Wikipedia + Wikidata

1. Summary

Wikipedia is the canonical narrative-bio source for notable people, places, and organizations. Wikidata is its structured-data counterpart: ~110M items, each with claims, dates, identifiers, and cross-references to external authorities (VIAF, ISNI, ORCID, GRID, etc.).

Together they're a high-precision entity-resolution layer — the bar for inclusion is real, but anything past that bar is well-cross-referenced.

2. Access Methods

Wikipedia OpenSearch: https://en.wikipedia.org/w/api.php?action=opensearch
Wikipedia REST summary: https://en.wikipedia.org/api/rest_v1/page/summary/<title>
Wikidata Action API: https://www.wikidata.org/w/api.php?action=wbgetentities
Wikidata SPARQL: https://query.wikidata.org/sparql (more powerful but aggressively rate-limited)
Auth: None, but a meaningful User-Agent is required

Set HERMES_OSINT_UA to something identifying (e.g. your-app/1.0 ([email protected])).
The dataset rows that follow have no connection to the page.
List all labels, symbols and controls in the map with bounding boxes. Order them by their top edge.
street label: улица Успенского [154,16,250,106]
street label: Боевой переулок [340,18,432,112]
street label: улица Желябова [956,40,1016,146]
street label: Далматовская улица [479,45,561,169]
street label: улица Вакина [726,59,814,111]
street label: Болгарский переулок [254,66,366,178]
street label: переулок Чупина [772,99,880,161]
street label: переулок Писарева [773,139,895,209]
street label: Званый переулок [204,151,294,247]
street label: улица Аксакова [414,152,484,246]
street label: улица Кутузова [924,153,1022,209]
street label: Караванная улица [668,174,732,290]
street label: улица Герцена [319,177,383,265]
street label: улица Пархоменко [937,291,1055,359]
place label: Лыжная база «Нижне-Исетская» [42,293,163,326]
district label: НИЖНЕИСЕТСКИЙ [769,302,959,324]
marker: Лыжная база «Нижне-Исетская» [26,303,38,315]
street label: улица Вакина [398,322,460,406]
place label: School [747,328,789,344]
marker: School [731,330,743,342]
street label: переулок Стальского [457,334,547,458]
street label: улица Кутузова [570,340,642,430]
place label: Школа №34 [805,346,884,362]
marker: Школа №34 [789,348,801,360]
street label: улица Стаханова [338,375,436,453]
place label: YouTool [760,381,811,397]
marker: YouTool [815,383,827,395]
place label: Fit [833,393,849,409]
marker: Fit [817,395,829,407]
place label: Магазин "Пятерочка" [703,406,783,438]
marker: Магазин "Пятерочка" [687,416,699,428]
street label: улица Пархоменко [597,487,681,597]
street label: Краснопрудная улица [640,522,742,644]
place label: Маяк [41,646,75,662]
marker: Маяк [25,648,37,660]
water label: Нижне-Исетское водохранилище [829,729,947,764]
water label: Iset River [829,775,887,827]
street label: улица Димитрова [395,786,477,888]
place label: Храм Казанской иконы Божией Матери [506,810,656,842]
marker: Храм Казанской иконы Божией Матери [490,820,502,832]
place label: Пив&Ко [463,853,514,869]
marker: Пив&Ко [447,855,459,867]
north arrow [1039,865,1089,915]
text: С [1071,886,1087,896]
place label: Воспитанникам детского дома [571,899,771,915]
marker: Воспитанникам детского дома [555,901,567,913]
Wikimedia returns HTTP 429 to generic UAs.

3. Data Schema

Key fields emitted by fetch_wikipedia.py:

Column	Type	Description
`source`	str	`wikipedia` or `wikipedia+wikidata`
`label`	str	Wikipedia article title
`description`	str	Short Wikidata description
`qid`	str	Wikidata QID (e.g. Q2283 for Microsoft)
`wikipedia_title`, `wikipedia_url`	str	Article identifier + URL
`wikidata_url`	str	Wikidata entity URL
`instance_of`	str	What kind of thing it is (P31)
`country`	str	Country (P17 for orgs/places, P27 for people)
`occupation`	str	P106
`employer`	str	P108
`date_of_birth`	str	P569, YYYY-MM-DD
`place_of_birth`	str	P19
`summary`	str	Wikipedia REST extract (~1000 chars)

The fetch script uses Wikidata's Action API (NOT SPARQL) for structured facts — far more lenient on rate limits.

4. Coverage

Wikipedia EN: ~7M articles
Wikidata: ~110M items, ~1.5B statements
Updated continuously; abuse filters and bots run constantly
High notability bar — most private individuals are not in Wikipedia

5. Cross-Reference Potential

All sources ↔ label (entity identity resolution)
SEC EDGAR ↔ label (public companies)
CourtListener ↔ label (parties to notable litigation)
Wikidata external identifiers (not currently in this fetcher's output) link to VIAF, ISNI, ORCID, GRID, GitHub, Twitter, IMDb, ...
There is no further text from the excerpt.